In her speech, Truss thanked her predecessor Johnson for “getting Brexit done, for rolling out the Covid vaccine and for standing up to Vladimir Putin”.
“Our beliefs resonate with the British people… in freedom, in ability to control your own life, in low taxes, in personal responsibility… I intend to deliver what we promised voters,” Truss added.
Outlining her future goals for the country, the next UK prime minister promised a “bold plan” to cut taxes, but gave no further details. She said: “I campaigned as a Conservative and I will govern as a Conservative. We need to show that we will deliver over the next two years… cut taxes, grow our economy, deliver on the energy crisis, deal with energy bills, and with long term issues of energy supplies, and deliver on the National Health Service.”
Truss ended her short speech by saying she would “deliver” in the 2024 elections.
“We need to show that we will deliver over the next two years,” she told the audience. “We all will deliver for our country, and I will make sure that we use all the fantastic talents of the Conservative Party. And we will deliver a great victory for the Conservative Party in 2024,” Truss added.
She also congratulated her opponent and former Chancellor Rishi Sunak who had the mandate of MPs earlier in the leadership race, but lost out to party members who favoured Truss. Sunak will not take up any ministerial portfolio, it is learnt.
Boris Johnson will tender his resignation to Queen Elizabeth on Tuesday, who will then meet Truss to confirm her appointment as Prime Minister.

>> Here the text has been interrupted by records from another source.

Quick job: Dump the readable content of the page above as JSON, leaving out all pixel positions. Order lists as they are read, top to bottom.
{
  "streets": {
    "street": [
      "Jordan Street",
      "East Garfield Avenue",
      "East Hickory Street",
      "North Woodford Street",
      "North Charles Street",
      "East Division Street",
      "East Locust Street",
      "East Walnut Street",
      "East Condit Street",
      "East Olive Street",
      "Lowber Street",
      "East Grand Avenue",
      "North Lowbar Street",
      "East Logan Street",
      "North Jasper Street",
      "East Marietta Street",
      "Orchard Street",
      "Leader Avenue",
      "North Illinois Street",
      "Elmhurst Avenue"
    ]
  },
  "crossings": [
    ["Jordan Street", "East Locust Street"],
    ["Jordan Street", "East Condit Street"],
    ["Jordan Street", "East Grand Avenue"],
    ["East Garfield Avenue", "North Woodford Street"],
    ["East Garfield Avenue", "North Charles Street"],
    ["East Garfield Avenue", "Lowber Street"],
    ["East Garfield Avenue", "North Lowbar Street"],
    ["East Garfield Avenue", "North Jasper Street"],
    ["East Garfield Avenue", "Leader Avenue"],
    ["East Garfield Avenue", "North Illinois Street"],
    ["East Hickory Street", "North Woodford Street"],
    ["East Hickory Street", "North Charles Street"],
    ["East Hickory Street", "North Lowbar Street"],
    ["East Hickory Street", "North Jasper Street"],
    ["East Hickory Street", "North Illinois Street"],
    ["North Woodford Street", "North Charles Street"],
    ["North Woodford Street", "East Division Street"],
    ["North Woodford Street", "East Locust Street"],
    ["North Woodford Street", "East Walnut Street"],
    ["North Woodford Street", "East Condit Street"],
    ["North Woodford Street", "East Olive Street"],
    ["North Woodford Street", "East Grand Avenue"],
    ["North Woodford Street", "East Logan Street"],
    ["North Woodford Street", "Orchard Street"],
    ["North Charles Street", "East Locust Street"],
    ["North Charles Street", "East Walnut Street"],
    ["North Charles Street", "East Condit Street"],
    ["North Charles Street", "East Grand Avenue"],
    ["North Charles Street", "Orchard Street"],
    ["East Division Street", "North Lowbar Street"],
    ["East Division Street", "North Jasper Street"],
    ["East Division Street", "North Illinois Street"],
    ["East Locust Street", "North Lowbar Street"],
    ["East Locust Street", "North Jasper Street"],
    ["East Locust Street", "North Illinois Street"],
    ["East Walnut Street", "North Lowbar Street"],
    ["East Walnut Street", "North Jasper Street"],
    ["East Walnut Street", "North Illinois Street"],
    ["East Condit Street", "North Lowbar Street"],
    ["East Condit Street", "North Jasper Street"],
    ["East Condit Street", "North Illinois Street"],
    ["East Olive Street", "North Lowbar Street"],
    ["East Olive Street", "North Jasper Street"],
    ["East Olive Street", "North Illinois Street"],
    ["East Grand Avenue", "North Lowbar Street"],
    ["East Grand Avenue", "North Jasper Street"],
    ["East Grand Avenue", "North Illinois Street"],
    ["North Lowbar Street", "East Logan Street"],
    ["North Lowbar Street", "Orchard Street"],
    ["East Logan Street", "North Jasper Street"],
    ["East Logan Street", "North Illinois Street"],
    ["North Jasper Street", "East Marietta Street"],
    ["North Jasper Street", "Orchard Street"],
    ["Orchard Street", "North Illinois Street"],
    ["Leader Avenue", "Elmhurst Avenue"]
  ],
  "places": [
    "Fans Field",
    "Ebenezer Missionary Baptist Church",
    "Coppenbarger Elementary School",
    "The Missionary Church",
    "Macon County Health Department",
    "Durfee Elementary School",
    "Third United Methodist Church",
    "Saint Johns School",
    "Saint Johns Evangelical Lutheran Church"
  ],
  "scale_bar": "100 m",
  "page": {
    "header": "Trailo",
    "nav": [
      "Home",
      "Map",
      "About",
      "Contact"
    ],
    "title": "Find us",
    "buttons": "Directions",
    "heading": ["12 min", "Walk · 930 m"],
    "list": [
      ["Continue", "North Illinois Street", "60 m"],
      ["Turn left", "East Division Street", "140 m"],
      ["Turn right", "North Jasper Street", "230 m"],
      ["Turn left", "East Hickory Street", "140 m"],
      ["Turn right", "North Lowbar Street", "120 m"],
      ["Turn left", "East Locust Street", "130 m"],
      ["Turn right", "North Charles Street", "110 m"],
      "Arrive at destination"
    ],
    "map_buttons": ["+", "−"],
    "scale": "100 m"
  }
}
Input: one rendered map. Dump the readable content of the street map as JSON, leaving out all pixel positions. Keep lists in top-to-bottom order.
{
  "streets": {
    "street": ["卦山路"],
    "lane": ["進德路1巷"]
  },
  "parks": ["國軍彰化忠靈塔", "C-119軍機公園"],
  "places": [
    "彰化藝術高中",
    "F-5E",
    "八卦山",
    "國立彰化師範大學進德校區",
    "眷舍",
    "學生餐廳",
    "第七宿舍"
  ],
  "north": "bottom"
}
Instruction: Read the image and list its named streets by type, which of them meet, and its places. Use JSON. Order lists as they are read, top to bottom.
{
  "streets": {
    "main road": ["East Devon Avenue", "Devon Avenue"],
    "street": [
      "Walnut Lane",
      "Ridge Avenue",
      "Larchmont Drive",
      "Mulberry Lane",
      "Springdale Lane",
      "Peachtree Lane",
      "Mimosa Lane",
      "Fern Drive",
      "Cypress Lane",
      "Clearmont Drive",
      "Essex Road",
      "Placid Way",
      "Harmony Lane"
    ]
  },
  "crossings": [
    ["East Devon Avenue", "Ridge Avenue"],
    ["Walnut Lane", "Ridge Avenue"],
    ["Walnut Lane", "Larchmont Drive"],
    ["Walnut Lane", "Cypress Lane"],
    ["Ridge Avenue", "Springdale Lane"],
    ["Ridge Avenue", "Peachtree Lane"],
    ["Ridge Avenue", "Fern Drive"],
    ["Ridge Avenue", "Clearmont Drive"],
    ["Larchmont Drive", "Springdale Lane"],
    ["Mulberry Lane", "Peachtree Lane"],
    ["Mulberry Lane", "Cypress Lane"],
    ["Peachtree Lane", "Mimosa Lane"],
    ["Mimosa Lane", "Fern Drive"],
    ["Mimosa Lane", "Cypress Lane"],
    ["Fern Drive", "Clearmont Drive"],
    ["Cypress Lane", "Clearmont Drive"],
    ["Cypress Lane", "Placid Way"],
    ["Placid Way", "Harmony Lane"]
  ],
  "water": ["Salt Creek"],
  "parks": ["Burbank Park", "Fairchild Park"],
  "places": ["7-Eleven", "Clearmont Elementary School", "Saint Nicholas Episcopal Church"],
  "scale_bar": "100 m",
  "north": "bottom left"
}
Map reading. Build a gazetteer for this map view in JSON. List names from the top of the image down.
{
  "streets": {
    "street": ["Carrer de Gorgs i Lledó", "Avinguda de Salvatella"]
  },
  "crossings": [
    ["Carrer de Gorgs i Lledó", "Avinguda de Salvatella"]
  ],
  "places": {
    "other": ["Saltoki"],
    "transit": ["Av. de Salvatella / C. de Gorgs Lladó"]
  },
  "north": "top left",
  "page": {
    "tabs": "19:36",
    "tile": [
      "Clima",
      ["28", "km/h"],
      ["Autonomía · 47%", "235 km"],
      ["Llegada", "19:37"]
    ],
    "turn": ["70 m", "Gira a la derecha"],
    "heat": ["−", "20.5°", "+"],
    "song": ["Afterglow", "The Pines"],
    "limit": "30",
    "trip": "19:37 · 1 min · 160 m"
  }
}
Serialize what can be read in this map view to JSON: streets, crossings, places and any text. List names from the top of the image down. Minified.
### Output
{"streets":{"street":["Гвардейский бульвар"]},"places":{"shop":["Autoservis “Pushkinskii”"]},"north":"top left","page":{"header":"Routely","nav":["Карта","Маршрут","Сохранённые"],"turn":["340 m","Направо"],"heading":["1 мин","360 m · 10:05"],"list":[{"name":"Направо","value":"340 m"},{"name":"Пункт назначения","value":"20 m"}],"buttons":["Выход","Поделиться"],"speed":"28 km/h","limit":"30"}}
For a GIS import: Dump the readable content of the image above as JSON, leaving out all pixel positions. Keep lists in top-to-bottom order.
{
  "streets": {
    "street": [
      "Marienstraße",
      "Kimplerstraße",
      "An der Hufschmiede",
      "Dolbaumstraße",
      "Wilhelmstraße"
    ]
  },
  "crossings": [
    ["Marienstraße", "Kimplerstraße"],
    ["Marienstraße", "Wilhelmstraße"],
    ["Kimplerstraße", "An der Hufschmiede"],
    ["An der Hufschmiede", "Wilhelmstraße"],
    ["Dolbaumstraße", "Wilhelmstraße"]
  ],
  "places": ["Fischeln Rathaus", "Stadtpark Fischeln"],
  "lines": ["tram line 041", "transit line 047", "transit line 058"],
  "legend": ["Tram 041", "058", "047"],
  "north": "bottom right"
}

Truss will hold her first Cabinet meeting on Wednesday, and is expected to immediately combat several thorny issues, including the rising cost of living and soaring inflation in the country.
The Conservatives are also lagging behind the Opposition Labour Party in opinion polls, having now appointed their fourth leader since 2016.
The Conservative leadership race was set off after former Prime Minister Boris Johnson resigned on 7 July following a series of resignations by his own colleagues who protested his scandal-plagued leadership.